In March, Steven objected to government mandates prompting him to temporarily close fitness centers in six states and cast 4,000 employees out of work. He issued an appeal directly to President Donald Trump, via Facebook, for relief. His video plea exhibited an incomplete grasp of carnage the coronavirus was prepared to deliver. More than 25,000 people have died of COVID-19 in the six states where Steven operates fitness clubs.
“I’m asking you to do one of two things,” Steven asked Trump at outset of the pandemic. “One, close the country down so we can achieve your 15-day timeline to beat this virus. Shut it down, but shut it down now. Or, let us open and get back to work. I’m sorry to ask. We just need to do one or the other.”
Sen. Caryn Tyson, a Parker Republican and chairwoman of the Senate Assessment and Taxation Committee, said the central objective of Senate Bill 13 was to prevent automatic increases in property taxes tied to hard-to-notice valuation increases rather than prominent mill levy adjustments.
“Kansas has self-generated tax increases with no transparency,” Tyson said. “This is the transparency portion of the bill with notices being sent if more money is to be collected than the year before.”
Dave Trabert, of the Kansas Policy Institute, said the bill would require city and county officials to “be honest about the entire property tax increase they impose.” He said the need for reform was demonstrated by Douglas County, which touted a flat mill levy and adopted a budget with a 4.8% property tax boosts. Johnson County noted a reduction in its mill rate, he said, but buried a 4.3% property tax hike in its 445-page budget document.

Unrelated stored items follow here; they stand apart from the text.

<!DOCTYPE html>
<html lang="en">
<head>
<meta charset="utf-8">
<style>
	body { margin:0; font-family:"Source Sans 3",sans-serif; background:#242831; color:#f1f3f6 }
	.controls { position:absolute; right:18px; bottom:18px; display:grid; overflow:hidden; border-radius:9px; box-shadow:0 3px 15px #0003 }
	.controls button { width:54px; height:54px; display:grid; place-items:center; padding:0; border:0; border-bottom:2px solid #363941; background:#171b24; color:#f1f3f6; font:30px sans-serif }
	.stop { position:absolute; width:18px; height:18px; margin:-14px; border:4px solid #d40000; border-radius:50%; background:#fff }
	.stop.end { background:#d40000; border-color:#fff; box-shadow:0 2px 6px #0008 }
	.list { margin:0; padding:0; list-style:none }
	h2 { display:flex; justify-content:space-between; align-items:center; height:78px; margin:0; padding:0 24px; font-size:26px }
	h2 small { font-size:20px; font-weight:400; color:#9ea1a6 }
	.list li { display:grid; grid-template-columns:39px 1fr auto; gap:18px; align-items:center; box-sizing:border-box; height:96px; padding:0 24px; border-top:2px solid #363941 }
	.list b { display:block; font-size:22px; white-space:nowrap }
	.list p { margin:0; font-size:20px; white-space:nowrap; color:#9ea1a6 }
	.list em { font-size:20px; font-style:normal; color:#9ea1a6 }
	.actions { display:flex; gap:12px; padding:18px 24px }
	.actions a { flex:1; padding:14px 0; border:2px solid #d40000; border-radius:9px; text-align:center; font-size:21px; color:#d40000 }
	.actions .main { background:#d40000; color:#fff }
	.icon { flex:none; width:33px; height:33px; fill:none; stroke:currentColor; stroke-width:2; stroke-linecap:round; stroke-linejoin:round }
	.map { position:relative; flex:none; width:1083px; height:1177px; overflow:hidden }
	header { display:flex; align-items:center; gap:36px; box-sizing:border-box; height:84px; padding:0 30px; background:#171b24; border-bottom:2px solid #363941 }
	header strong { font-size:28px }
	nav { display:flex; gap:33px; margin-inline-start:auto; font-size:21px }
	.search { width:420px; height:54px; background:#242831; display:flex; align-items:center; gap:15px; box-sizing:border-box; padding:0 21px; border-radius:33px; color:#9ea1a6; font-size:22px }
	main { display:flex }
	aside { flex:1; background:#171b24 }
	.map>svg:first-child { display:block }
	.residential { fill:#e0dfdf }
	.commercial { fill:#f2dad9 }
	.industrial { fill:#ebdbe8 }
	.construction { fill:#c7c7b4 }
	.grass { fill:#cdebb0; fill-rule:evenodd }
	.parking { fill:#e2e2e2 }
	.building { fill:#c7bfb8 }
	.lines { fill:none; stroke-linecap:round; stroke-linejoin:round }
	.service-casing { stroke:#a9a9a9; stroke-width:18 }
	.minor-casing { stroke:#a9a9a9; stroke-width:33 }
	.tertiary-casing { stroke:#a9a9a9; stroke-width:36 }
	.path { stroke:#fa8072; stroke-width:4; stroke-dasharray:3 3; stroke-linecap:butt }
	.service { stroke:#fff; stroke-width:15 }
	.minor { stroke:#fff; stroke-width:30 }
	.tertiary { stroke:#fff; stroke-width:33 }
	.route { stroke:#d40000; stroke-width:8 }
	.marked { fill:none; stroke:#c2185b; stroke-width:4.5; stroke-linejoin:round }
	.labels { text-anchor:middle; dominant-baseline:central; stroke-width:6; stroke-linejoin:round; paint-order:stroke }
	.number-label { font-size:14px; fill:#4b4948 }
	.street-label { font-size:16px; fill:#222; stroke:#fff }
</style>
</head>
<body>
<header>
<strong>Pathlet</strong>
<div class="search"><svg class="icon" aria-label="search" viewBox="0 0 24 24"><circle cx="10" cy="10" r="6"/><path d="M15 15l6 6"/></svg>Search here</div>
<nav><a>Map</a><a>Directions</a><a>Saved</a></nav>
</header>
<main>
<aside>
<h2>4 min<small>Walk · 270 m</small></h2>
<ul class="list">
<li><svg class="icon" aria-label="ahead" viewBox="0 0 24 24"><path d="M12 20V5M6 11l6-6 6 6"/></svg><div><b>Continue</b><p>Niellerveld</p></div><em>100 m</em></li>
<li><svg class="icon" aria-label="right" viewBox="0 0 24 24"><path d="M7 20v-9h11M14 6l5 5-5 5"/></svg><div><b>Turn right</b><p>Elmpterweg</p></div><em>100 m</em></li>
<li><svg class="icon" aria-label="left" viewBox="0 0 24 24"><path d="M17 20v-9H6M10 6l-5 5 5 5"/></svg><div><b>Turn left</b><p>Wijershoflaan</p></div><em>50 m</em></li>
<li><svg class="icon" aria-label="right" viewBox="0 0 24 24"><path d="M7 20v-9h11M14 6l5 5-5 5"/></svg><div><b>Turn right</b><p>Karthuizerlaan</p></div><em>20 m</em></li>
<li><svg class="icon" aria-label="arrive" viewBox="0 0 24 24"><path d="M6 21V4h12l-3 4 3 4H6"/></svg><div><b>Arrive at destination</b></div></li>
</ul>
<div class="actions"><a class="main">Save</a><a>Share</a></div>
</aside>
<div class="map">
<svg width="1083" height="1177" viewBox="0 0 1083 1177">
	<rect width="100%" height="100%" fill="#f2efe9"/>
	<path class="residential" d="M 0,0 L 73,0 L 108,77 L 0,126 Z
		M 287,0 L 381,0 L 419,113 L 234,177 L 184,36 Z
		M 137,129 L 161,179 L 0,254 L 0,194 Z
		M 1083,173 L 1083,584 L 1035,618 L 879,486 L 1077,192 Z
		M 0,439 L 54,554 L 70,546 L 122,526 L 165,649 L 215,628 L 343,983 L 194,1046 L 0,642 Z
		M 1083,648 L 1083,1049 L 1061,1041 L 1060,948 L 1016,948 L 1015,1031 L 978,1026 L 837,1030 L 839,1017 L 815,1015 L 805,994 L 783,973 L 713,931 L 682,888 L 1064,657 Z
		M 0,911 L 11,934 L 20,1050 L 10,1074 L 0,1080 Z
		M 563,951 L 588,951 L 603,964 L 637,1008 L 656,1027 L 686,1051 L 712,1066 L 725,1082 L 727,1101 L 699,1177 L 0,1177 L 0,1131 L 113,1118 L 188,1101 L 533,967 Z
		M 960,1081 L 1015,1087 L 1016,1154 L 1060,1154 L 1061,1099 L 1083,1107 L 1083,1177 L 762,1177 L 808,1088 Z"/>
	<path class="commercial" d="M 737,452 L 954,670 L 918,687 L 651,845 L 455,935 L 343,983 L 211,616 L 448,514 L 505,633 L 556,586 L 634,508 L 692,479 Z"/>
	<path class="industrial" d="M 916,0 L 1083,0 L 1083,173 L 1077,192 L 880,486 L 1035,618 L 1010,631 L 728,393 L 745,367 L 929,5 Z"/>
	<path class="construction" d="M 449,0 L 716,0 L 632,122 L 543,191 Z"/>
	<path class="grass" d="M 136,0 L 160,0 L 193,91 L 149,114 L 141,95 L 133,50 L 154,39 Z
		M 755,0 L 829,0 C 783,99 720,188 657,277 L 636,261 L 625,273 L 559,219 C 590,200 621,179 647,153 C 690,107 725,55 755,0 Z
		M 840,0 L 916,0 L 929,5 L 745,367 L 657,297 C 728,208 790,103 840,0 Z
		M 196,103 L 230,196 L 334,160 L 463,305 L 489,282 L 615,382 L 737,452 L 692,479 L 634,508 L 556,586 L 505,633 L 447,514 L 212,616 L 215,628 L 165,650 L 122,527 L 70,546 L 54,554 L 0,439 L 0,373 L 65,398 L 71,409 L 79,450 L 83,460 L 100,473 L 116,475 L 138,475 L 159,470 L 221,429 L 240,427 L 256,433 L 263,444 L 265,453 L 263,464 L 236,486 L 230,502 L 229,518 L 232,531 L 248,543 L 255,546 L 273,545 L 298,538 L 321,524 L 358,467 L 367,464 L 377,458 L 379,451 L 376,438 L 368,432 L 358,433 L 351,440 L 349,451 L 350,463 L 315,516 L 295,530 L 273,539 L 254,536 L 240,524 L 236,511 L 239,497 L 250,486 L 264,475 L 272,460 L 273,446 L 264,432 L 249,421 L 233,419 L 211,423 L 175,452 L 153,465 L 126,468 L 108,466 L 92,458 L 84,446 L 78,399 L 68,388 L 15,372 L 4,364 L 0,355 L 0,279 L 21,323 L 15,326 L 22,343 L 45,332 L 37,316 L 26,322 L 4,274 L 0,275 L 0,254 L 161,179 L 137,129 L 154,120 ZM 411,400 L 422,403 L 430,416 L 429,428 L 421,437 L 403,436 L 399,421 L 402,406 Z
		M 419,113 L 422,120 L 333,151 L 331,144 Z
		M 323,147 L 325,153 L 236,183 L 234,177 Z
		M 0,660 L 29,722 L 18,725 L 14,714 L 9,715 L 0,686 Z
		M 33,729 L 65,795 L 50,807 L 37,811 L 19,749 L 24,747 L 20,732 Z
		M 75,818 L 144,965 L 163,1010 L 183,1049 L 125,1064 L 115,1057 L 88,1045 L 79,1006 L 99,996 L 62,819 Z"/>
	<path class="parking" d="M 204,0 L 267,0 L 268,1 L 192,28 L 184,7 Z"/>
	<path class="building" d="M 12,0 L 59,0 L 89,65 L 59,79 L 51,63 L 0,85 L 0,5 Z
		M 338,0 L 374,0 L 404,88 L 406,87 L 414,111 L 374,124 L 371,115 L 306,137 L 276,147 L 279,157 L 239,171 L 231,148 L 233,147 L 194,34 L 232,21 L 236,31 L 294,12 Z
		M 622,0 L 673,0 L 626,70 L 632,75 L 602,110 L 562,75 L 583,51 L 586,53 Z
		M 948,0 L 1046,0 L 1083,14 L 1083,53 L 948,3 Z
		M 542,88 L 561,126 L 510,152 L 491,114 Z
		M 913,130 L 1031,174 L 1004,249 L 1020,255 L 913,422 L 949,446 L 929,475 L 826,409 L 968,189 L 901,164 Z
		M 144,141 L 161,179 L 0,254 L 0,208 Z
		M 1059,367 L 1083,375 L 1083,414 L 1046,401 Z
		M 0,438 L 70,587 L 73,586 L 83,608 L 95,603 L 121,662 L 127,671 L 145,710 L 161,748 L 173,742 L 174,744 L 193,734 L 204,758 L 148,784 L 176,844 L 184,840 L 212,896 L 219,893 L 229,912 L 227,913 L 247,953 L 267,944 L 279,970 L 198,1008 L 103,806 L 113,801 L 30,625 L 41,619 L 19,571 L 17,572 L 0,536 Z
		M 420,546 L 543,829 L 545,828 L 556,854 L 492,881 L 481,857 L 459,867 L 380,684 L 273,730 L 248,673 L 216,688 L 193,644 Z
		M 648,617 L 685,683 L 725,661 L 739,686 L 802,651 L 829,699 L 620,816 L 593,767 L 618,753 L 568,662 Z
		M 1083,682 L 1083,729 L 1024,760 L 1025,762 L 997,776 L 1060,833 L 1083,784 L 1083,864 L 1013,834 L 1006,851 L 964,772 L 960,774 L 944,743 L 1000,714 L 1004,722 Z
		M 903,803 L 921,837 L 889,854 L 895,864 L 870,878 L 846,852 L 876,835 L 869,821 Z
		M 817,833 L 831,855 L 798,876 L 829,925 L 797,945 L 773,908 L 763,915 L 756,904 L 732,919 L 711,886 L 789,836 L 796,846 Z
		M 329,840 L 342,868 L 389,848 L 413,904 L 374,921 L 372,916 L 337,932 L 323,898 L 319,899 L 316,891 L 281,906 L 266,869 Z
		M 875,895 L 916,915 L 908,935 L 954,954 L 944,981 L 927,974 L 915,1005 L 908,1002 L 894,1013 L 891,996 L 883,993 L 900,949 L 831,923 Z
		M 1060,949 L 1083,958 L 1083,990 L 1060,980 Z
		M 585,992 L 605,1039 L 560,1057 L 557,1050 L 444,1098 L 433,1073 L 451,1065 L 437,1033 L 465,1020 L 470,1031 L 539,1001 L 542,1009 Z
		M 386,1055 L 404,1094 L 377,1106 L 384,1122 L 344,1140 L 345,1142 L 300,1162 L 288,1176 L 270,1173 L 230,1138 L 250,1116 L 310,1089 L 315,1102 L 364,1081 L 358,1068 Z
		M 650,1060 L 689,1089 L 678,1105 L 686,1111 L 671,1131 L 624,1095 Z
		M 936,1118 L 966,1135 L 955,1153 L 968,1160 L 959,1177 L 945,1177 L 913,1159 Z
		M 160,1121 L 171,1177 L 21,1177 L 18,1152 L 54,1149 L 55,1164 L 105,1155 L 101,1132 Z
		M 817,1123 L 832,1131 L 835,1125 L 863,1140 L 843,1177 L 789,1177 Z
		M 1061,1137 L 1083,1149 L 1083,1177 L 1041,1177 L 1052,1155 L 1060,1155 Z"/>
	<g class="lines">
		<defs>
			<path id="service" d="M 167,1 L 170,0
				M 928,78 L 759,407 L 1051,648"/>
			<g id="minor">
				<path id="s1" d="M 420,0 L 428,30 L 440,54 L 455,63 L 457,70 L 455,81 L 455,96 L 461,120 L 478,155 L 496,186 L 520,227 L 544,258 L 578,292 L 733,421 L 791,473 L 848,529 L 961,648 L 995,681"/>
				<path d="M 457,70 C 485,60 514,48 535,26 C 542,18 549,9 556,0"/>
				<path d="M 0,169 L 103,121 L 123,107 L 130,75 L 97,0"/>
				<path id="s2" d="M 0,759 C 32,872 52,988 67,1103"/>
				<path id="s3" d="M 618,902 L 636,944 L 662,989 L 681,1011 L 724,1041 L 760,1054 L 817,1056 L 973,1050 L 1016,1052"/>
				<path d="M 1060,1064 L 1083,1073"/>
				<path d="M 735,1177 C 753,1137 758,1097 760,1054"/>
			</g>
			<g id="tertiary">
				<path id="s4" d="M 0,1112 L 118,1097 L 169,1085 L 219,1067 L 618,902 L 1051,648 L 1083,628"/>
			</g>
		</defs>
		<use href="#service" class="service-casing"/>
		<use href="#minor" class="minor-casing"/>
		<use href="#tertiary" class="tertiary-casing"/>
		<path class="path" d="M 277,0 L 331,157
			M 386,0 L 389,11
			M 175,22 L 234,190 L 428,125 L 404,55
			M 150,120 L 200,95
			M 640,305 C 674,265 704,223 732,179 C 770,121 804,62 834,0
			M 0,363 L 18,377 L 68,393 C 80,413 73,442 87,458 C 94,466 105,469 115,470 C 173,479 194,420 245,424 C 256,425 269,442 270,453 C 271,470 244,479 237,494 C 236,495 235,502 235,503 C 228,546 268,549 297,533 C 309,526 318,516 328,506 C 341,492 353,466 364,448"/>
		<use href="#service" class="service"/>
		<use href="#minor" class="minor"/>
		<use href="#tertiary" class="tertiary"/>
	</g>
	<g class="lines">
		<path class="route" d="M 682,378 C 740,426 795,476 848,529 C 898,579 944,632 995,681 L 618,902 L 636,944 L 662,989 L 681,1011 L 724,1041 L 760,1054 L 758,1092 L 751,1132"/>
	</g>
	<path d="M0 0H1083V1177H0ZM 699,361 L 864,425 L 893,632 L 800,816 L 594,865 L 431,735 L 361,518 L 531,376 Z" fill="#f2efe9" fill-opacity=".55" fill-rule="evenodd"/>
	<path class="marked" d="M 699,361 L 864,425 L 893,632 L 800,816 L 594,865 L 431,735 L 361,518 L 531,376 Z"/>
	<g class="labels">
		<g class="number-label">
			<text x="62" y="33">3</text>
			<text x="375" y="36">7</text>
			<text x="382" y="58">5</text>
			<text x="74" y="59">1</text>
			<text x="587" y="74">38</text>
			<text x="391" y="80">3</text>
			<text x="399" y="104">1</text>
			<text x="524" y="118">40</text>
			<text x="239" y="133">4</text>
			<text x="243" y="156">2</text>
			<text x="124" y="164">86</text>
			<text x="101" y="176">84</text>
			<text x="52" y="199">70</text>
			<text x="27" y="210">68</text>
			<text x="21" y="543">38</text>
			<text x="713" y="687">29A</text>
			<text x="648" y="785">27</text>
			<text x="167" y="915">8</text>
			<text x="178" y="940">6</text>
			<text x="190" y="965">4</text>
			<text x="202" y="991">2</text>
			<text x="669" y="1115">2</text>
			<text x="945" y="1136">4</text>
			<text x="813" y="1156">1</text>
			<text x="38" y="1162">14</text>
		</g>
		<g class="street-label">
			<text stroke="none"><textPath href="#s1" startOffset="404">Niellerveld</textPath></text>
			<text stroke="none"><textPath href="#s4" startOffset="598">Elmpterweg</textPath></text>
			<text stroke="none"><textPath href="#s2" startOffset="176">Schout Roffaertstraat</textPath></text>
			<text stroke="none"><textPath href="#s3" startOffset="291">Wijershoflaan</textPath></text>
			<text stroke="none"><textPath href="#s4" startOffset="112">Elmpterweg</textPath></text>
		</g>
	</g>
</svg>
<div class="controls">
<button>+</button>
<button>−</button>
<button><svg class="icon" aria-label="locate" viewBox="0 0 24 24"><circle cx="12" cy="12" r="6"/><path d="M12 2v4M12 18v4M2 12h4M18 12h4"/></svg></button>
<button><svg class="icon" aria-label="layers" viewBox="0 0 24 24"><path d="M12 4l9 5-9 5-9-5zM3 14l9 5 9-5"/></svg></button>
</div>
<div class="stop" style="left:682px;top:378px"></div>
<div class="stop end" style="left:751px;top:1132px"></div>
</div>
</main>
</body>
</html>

The version of the property tax bill approved by the Senate would require all government entities — except state government and public school districts — to approve a resolution or ordinance before raising additional revenue from property tax. Prior to a public hearing on a budgeted property tax hike, counties would have to send each taxpayer with property a consolidated statement listing adjustments contributing to a property tax increase.
Under the bill, county governments would have to implement the transparency overhaul this year. In exchange, an unpopular property tax lid imposed by the state on cities and counties would be repealed. County treasurers would be authorized to set up payment plans for property taxes. The bill would prohibit increases in appraised values resulting from maintenance of existing property.
Jay Hall, general counsel to the Kansas Association of Counties, urged the House committee to move the implementation date to Jan. 1, 2022, so it would apply to development of the 2023 budget. In exchange, he said, the Legislature could retain the property tax lid until 2022.
“Given that 2021 budgets are already set, county governments may not be in a position to work with software providers to adapt software as necessary to perform the requirements in this bill. A later implementation date would be prudent to allow for whatever software upgrades and changes may be necessary,” he said.
James Howell, a member of the Sedgwick County Commission, endorsed a one-year delay in implementation and requested the bill be tweaked to allow taxpayers to access an online portal for information on proposed property tax changes. It’s an alternative to mailing a letter to every property owner at a cost to the county about $150,000, he said.